I Woke Up Early The Day I Died
It's only September, but I'm more than willing to call I Woke Up Early The Day I Died the weirdest American independent film of the year?and in some ways the most original. Based on an unproduced screenplay by Edward D. Wood Jr., it plays like a painstaking reconstruction of a feature film lost for decades and decayed to the point of inscrutability. But it's not an old film. It was made last year in Los Angeles with a topnotch cast of bicoastal hipster actors, and it looks great?at once bright and grungy, with a spiky, punkish vibe reminiscent of Alex Cox's Repo Man. The director, Aris Iliopulos, hasn't just made a movie; he's made an artifact. Amazingly, if you're in an accepting frame of mind, it works.

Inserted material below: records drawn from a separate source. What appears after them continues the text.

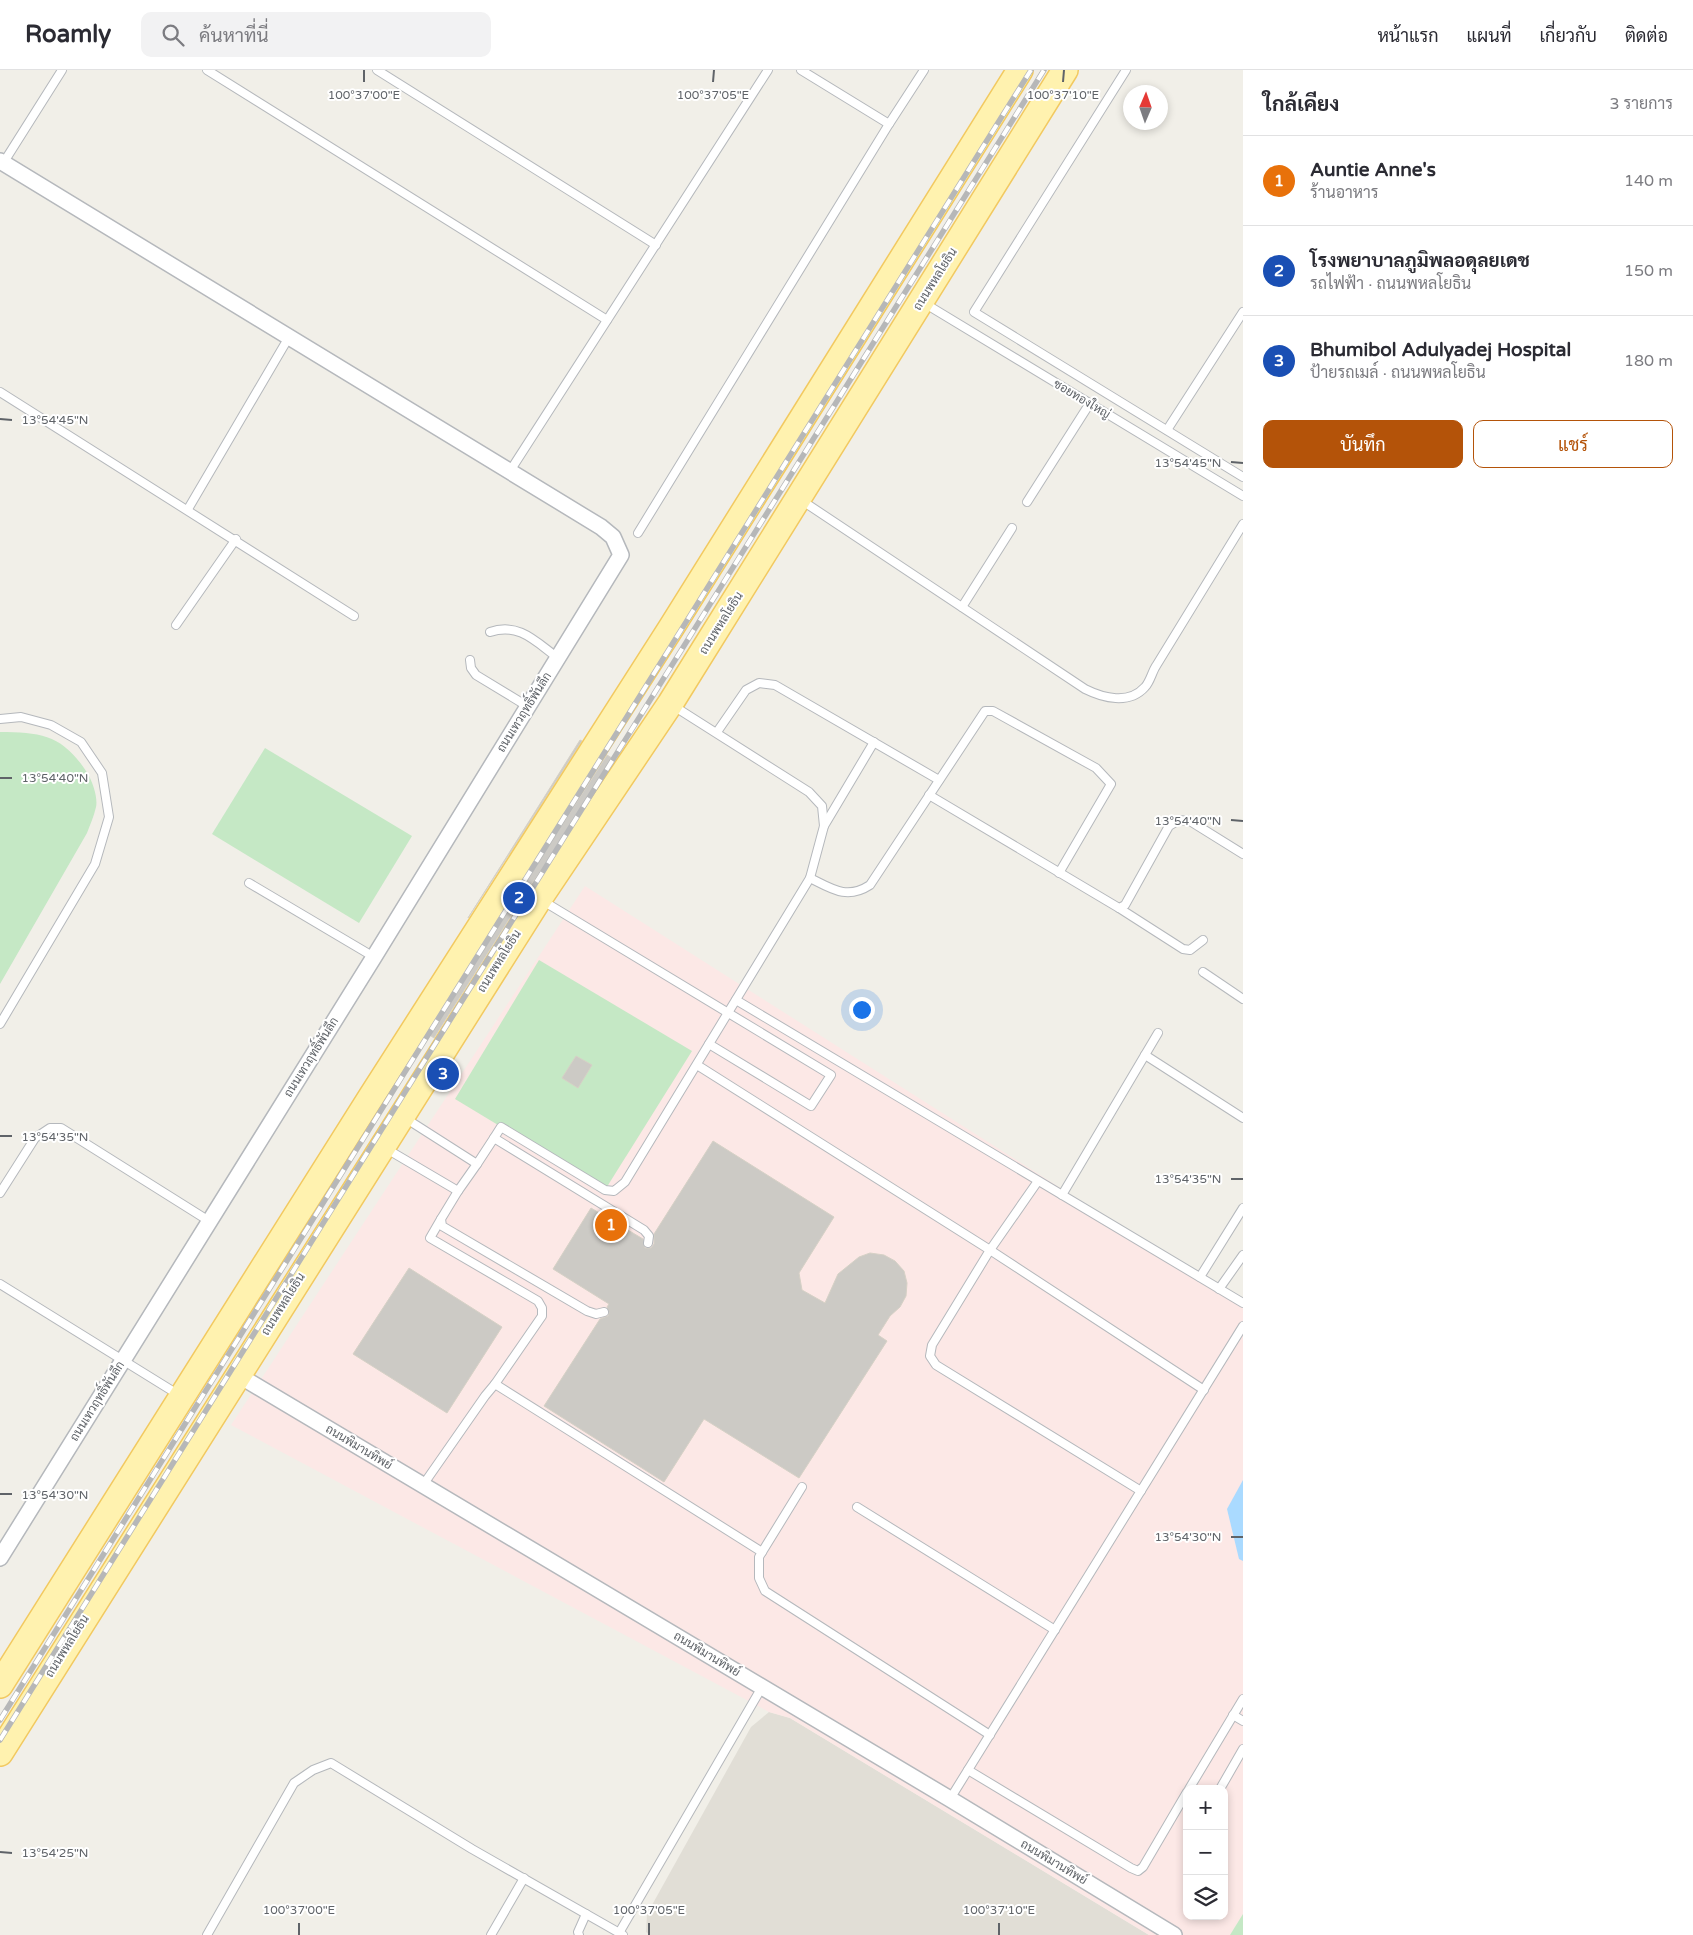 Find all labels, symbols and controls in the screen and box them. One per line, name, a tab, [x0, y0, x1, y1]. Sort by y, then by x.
search box	[141, 12, 491, 57]
text: Roamly	[25, 20, 111, 49]
icon: search	[159, 21, 187, 49]
text: ค้นหาที่นี่	[199, 25, 269, 47]
text: หน้าแรก	[1377, 25, 1439, 47]
text: แผนที่	[1467, 25, 1511, 47]
text: เกี่ยวกับ	[1539, 25, 1597, 47]
text: ติดต่อ	[1625, 25, 1668, 47]
north arrow	[1123, 85, 1168, 130]
text: 100°37'00"E	[328, 88, 401, 102]
text: 100°37'05"E	[677, 88, 750, 102]
text: 100°37'10"E	[1027, 88, 1100, 102]
text: ใกล้เคียง	[1263, 92, 1339, 117]
text: 3 รายการ	[1609, 94, 1673, 114]
text: Auntie Anne's	[1310, 159, 1436, 181]
text: 1	[1274, 171, 1284, 191]
text: 140 m	[1624, 171, 1673, 191]
text: ร้านอาหาร	[1310, 183, 1379, 203]
street label: ถนนพหลโยธิน	[909, 244, 960, 313]
text: โรงพยาบาลภูมิพลอดุลยเดช	[1310, 250, 1530, 272]
text: 2	[1274, 261, 1284, 281]
text: 150 m	[1624, 261, 1673, 281]
text: รถไฟฟ้า · ถนนพหลโยธิน	[1310, 274, 1471, 294]
text: Bhumibol Adulyadej Hospital	[1310, 339, 1571, 361]
text: 3	[1274, 351, 1284, 371]
text: 180 m	[1624, 351, 1673, 371]
text: ป้ายรถเมล์ · ถนนพหลโยธิน	[1310, 363, 1486, 383]
street label: ซอยทองใหญ่	[1051, 376, 1113, 421]
text: 13°54'45"N	[22, 413, 89, 427]
button: บันทึก	[1263, 420, 1463, 468]
button: แชร์	[1473, 420, 1673, 468]
text: 13°54'45"N	[1155, 456, 1222, 470]
street label: ถนนพหลโยธิน	[695, 588, 746, 657]
street label: ถนนเทวฤทธิ์พันลึก	[490, 667, 554, 755]
text: 13°54'40"N	[22, 771, 89, 785]
text: 13°54'40"N	[1155, 814, 1222, 828]
pin: 2	[503, 879, 535, 917]
street label: ถนนพหลโยธิน	[473, 926, 524, 995]
your location	[849, 997, 875, 1023]
street label: ถนนเทวฤทธิ์พันลึก	[277, 1012, 341, 1100]
pin: 3	[427, 1055, 459, 1093]
text: 13°54'35"N	[22, 1130, 89, 1144]
text: 13°54'35"N	[1155, 1172, 1222, 1186]
pin: 1	[595, 1206, 627, 1244]
street label: ถนนพหลโยธิน	[257, 1269, 308, 1338]
street label: ถนนเทวฤทธิ์พันลึก	[63, 1356, 127, 1444]
street label: ถนนพิมานทิพย์	[323, 1421, 395, 1472]
text: 13°54'30"N	[22, 1488, 89, 1502]
text: 13°54'30"N	[1155, 1530, 1222, 1544]
street label: ถนนพหลโยธิน	[41, 1611, 92, 1680]
street label: ถนนพิมานทิพย์	[671, 1628, 743, 1679]
map controls	[1183, 1785, 1228, 1920]
button: +	[1183, 1785, 1228, 1830]
button: −	[1183, 1830, 1228, 1875]
street label: ถนนพิมานทิพย์	[1018, 1836, 1090, 1887]
text: 13°54'25"N	[22, 1846, 89, 1860]
button: layers	[1183, 1875, 1228, 1920]
text: 100°37'00"E	[263, 1903, 336, 1917]
text: 100°37'05"E	[613, 1903, 686, 1917]
text: 100°37'10"E	[963, 1903, 1036, 1917] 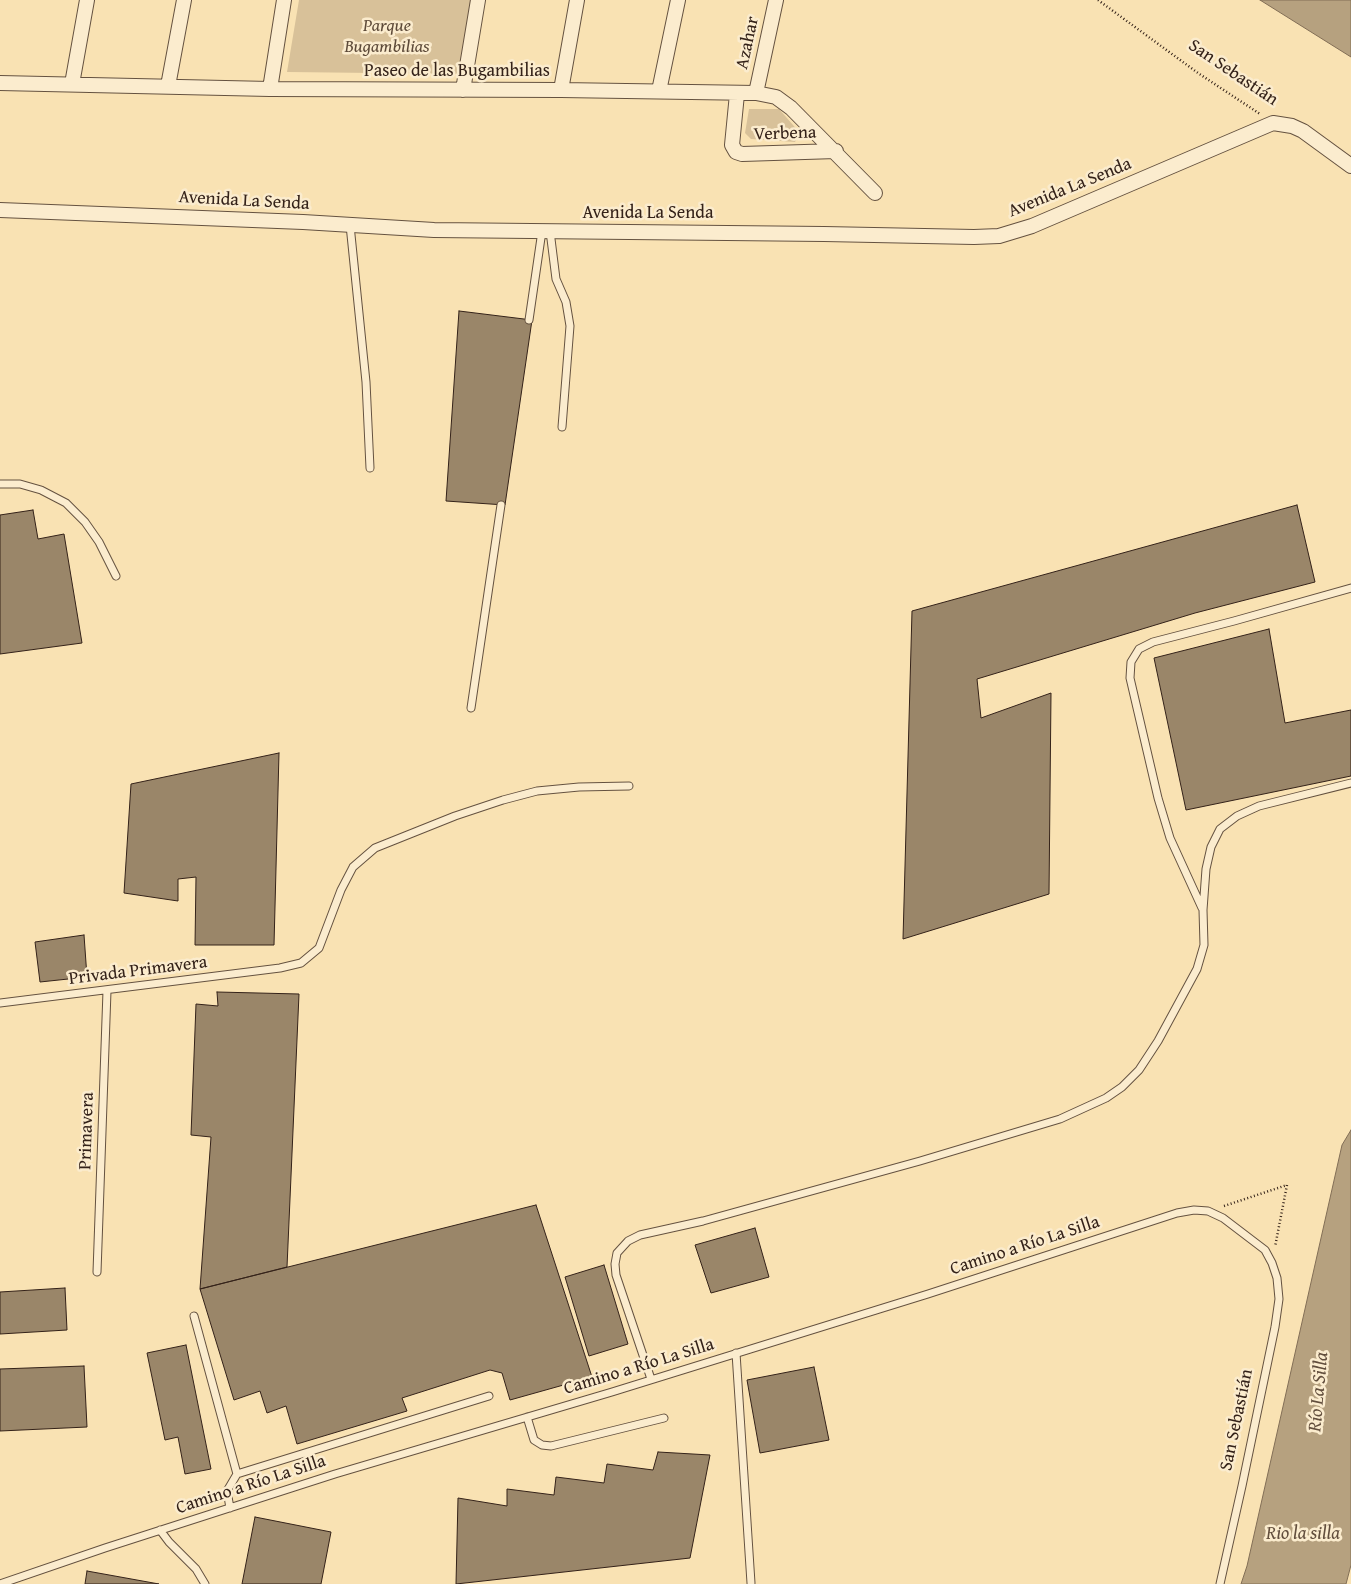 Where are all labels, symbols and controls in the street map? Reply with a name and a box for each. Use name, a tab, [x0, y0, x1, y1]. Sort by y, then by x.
park label: Parque Bugambilias	[344, 15, 430, 58]
street label: Azahar	[732, 15, 764, 71]
street label: San Sebastián	[1184, 35, 1282, 111]
street label: Paseo de las Bugambilias	[364, 60, 550, 82]
street label: Verbena	[753, 122, 817, 146]
street label: Avenida La Senda	[1005, 153, 1135, 223]
street label: Avenida La Senda	[178, 187, 310, 215]
street label: Avenida La Senda	[583, 202, 713, 224]
street label: Privada Primavera	[68, 952, 208, 990]
street label: Primavera	[75, 1092, 99, 1170]
street label: Camino a Río La Silla	[947, 1212, 1103, 1280]
street label: Camino a Río La Silla	[561, 1334, 717, 1400]
water label: Río La Silla	[1304, 1351, 1334, 1433]
street label: San Sebastián	[1216, 1367, 1258, 1473]
street label: Camino a Río La Silla	[173, 1451, 329, 1519]
water label: Rio la silla	[1266, 1523, 1340, 1545]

Billy Zane plays The Thief, the film's antihero, who gets embroiled in a plot that's like a film noir rewritten as an old-time movie serial. In the film's opening moments, he busts out of an asylum while dressed as a nurse (from behind, with his broad shoulders and narrow hips, he could be a crossdressing linebacker), then goes on a bizarre odyssey through Los Angeles, boosting cars, evading cops and otherwise getting into trouble. After robbing a bank, he hides out in a cemetery, witnessing a funeral in the process, then accidentally allows the stolen cash to end up in a coffin at a mausoleum, intending to stop by later to reclaim it. But when he comes back, someone stole the cash?most likely one of the mourners, whose ranks include caretaker Ron Perlman, preacher Will Patton, undertaker Carel Struycken (the giant in Twin Peaks and Lurch in the Addams Family films), assistant undertaker Max Perlich and go-go dancer Sandra Bernhard. The Thief obtains a list of the mourners and confronts them one by one over the course of the next few days, invariably killing them when they fail to produce the loot. And that's pretty much all there is to the movie, plotwise.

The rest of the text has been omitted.